**Instructions for the task**
Using the data below, copy out all lines with the word "Aldo".

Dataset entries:
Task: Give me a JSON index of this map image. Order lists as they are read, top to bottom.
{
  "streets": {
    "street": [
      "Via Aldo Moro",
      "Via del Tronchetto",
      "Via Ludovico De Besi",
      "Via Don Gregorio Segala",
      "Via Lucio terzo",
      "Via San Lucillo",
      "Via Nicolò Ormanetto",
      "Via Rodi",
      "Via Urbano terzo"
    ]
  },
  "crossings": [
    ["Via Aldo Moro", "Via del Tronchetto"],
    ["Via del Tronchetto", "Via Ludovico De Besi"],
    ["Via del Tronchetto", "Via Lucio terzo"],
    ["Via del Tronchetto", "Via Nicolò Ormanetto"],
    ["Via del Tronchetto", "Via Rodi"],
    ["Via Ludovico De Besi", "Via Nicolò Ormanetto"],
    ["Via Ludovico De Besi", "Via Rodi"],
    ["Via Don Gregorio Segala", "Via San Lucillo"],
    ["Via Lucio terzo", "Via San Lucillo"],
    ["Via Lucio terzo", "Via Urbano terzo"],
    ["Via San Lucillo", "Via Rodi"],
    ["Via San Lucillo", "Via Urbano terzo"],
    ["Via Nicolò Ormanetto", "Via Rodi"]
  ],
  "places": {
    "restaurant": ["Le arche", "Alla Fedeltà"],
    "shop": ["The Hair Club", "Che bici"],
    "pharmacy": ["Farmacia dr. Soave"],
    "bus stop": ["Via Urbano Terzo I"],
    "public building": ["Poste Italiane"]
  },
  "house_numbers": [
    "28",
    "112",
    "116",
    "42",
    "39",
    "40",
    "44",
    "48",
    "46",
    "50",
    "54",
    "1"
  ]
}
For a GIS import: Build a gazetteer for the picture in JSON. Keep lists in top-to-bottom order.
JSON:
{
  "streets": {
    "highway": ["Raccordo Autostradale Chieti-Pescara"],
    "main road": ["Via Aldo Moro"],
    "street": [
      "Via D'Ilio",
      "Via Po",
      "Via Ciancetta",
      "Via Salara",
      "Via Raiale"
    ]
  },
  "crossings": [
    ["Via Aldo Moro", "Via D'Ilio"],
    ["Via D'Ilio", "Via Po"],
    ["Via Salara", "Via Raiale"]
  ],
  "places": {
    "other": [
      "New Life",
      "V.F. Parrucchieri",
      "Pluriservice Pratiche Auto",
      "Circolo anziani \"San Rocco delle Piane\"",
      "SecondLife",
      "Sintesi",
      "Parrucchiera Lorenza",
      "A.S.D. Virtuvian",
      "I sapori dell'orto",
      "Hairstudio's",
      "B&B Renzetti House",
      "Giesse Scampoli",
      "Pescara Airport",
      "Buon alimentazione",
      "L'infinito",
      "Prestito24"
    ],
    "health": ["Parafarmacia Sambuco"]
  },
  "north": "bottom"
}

**Solution below**
      "Via Aldo Moro",
    ["Via Aldo Moro", "Via del Tronchetto"],
    "main road": ["Via Aldo Moro"],
    ["Via Aldo Moro", "Via D'Ilio"],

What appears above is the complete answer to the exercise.